Riviera Radio’s Rocky Road

Not everyone agrees with the direction Morris Communications has taken Riviera Radio. Many residents would like a less flashy approach and a return to the community station it was until a decade ago. But whatever its chosen path in these trouble times, a media concern in difficulty gets our sympathy.

It hasn’t always been an easy ride for our local English language station since New Zealander Richard Yonge moved Riviera Radio from Italy to Monaco over 20 years ago. Along with the move came a powerful transmitter near the principality and a wider footprint, but also the prodigious requirement of having to meet Monaco’s notoriously high overheads. Over the years, some owners and potential buyers had hoped that a change of frequency policy in France would reduce that cost base. So far, that’s been a hollow hope as France does not yet licence foreign language broadcasters. New technology will soon make FM obsolete at any rate.

As long as they are employed by Riviera Radio, most station managers stick to the line that the station is - or could be - a profitable business in itself.

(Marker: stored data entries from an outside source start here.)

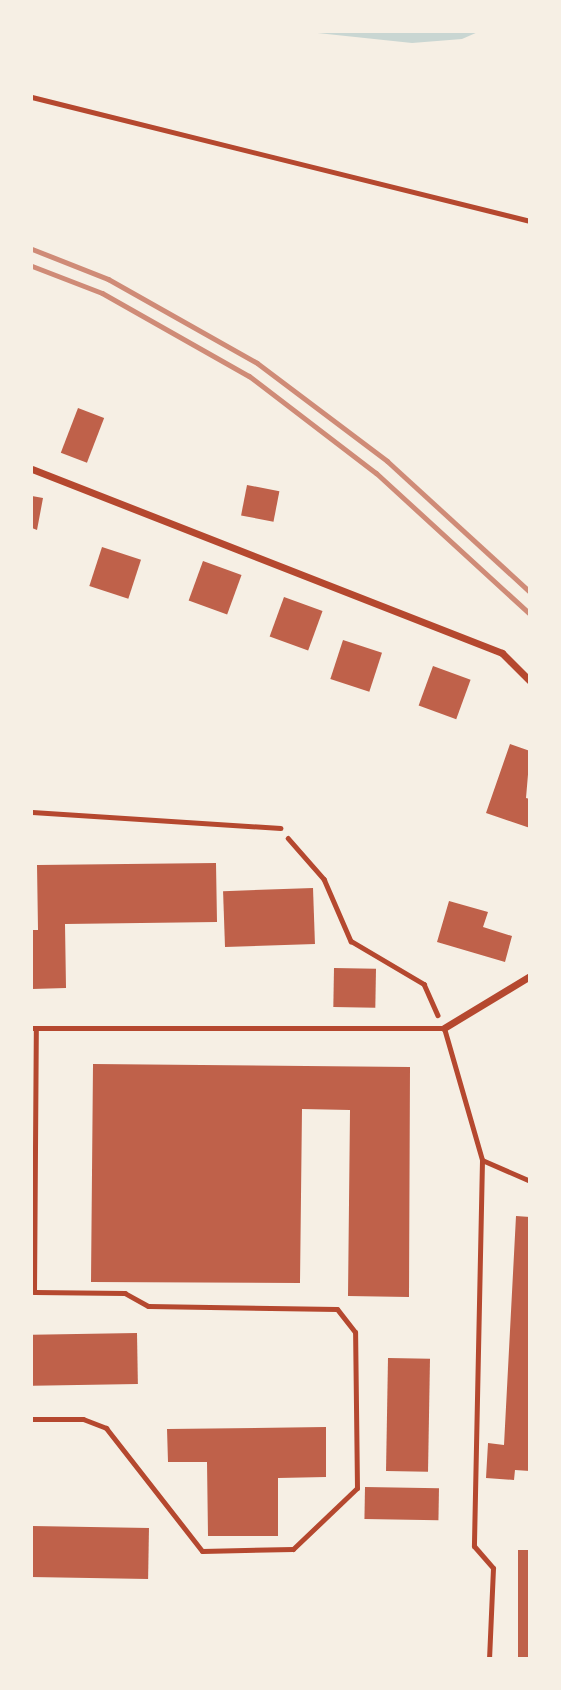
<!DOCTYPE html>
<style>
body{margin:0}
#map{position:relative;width:561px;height:1690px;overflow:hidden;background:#f6efe4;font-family:Helvetica,sans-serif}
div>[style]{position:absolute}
.water>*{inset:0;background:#c9d6d2}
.building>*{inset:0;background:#bf614a;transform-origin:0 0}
.path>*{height:4.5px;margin:-2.25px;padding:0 2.25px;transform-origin:2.25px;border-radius:2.25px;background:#b5482f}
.service>*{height:5px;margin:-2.5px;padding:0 2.5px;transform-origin:2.5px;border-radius:2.5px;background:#b5482f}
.minor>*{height:7px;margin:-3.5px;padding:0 3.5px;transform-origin:3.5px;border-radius:3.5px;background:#b5482f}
.rail>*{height:5px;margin:-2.5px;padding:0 2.5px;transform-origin:2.5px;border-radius:2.5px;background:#cf8b77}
span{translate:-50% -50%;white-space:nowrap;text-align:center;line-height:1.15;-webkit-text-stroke:7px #f6efe4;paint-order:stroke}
.frame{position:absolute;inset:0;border:33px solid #f6efe4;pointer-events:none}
</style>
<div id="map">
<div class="water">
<i style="clip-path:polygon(308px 32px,478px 32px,462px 39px,412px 43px)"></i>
</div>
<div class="building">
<i style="left:78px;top:408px;width:28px;height:48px;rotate:21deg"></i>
<i style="left:247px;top:485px;width:33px;height:31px;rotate:11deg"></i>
<i style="clip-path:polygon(32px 496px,43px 498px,37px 530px,32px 528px)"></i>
<i style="left:102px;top:547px;width:41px;height:41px;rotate:18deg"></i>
<i style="left:203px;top:561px;width:41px;height:42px;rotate:20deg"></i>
<i style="left:284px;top:597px;width:41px;height:42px;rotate:20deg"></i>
<i style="left:343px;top:640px;width:41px;height:41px;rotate:18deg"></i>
<i style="left:433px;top:666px;width:40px;height:42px;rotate:20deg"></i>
<i style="clip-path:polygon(510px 744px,530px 751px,526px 798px,530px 799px,530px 828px,486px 813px)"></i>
<i style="clip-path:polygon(216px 863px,217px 922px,65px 924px,66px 988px,32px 989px,32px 930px,38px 930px,37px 865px)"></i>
<i style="left:313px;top:888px;width:56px;height:90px;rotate:88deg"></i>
<i style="clip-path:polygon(449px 901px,488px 912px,483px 927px,512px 936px,505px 962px,437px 942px)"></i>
<i style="left:334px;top:968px;width:42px;height:39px;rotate:1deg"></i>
<i style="clip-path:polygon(93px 1064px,410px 1067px,409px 1297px,348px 1296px,350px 1110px,302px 1109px,300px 1283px,91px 1282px)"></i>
<i style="clip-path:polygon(516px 1216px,530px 1217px,530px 1471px,515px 1470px,514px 1480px,486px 1478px,488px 1443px,504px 1445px)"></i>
<i style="left:137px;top:1333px;width:51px;height:105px;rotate:89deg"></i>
<i style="left:388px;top:1358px;width:42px;height:113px;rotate:1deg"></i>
<i style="clip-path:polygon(326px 1427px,326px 1477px,278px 1478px,278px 1536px,208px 1536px,207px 1462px,168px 1462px,167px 1429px)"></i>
<i style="left:365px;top:1487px;width:74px;height:32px;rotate:1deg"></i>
<i style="left:32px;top:1526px;width:117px;height:51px;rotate:1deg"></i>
<i style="left:518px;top:1550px;width:12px;height:108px"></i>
</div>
<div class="path">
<i style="left:32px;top:97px;width:513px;rotate:13.98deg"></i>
<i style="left:288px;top:838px;width:55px;rotate:48.7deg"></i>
<i style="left:324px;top:879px;width:68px;rotate:66.5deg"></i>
<i style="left:351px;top:941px;width:85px;rotate:30.5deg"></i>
<i style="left:424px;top:984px;width:34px;rotate:66deg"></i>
</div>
<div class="service">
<i style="left:32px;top:812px;width:249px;rotate:3.7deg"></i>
<i style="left:32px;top:1028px;width:412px"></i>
<i style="left:444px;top:1028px;width:137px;rotate:73.9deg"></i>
<i style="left:482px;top:1160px;width:386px;rotate:91.2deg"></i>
<i style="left:474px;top:1546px;width:29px;rotate:49deg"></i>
<i style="left:493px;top:1568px;width:90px;rotate:92.5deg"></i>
<i style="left:482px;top:1160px;width:52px;rotate:23.6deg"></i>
<i style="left:32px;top:1419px;width:51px"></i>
<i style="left:83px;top:1419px;width:25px;rotate:21deg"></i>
<i style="left:106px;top:1428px;width:156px;rotate:52deg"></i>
<i style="left:202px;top:1551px;width:91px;rotate:-1.3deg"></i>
<i style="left:293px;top:1549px;width:88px;rotate:-43.6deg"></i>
<i style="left:357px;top:1488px;width:156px;rotate:-90.7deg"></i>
<i style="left:355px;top:1332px;width:29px;rotate:-128deg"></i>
<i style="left:337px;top:1309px;width:189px;rotate:-179.1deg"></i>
<i style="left:148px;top:1306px;width:26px;rotate:-151deg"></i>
<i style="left:125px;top:1293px;width:91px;rotate:-179.4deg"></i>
<i style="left:34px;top:1292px;width:264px;rotate:-89.6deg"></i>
</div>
<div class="minor">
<i style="left:32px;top:469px;width:505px;rotate:21.38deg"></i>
<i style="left:502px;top:653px;width:40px;rotate:45deg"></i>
<i style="left:444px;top:1028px;width:100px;rotate:-31.2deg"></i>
</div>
<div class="rail">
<i style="left:32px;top:249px;width:82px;rotate:21.5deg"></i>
<i style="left:108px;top:279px;width:171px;rotate:29.4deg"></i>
<i style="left:257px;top:363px;width:163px;rotate:37deg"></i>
<i style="left:387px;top:461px;width:194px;rotate:42.5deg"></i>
<i style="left:32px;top:266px;width:75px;rotate:21.1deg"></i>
<i style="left:102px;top:293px;width:169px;rotate:29.5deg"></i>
<i style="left:249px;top:376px;width:160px;rotate:37.4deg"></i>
<i style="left:376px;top:473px;width:209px;rotate:42.5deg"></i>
</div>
<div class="frame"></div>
</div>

But once they’d passed through the managerial revolving door into the real world a couple of past managers told us that they thought the station would always need continued life support from a benevolent owner. Morris Communications of Augusta Georgia has been filling that role since they bought Riviera Radio in 2000 (see Reporter issues 79 & 80).

Will Billy Morris’ broadcasting venture continue in Monaco? For the first time in years, local media watchers will be looking at that question in a new light.

Early last year, Morris revealed that its subsidiary, Morris Publishing Group, had defaulted on a February loan interest payment of $9.7 million, initially pushing payment back to March and then to several further dates while it worked with debt holders to keep a restructuring plan out of U.S. bankruptcy court. Plans began to restructure a debt of $417 million while salaries were reduced in a bid to save jobs in the least painful way possible. Morris Communications became an affiliate of Morris Publishing Group, and no longer its parent company.

In October 2009 Morris sold off its majority stake in the billboard advertising firm Fairway Outdoor in order to lower debt. By December the company had launched a financial restructuring plan offering to exchange existing unsecured debt with new bonds that would lower its obligations to $100 million from $278 million. That move would have required 99% acceptance by note holders but it fell short at 92%.

On January 14 2010, Morris Publishing Group filed voluntary petitions for relief under Chapter 11 of the United States Bankruptcy Code.

The company's creditors include JPMorgan Chase Bank, Bank of New York, SunTrust Bank, Bank of America, General Electric Capital Corporation, Allied Irish Banks, RBS Citizens, Comerica Bank, Webster Bank and Sumitomo Mitsui Banking Corporation.

It’s not entirely clear how the financial position of Morris Communications’ other holdings, which include several radio stations, magazines and other media-related operations, might be affected by the Morris Publishing Group’s financial problems, but Billy Morris is taking an optimistic stance. There’s some enlightenment in the links to MPG company announcements and financial press articles about Morris Communications listed below.

As most Morris holdings are in the United States, where the media market is particularly difficult in the current economic climate, how important will backing Riviera Radio now seem to the company’s owners and their financial team? Avid listeners may well hope that Morris continues with its ownership of the station while the less enthusiastic section of the audience might like to see new owners with a more community-minded attitude to local broadcasting.

That was, after all, the attitude Richard Yonge brought to Monaco over 2 decades ago.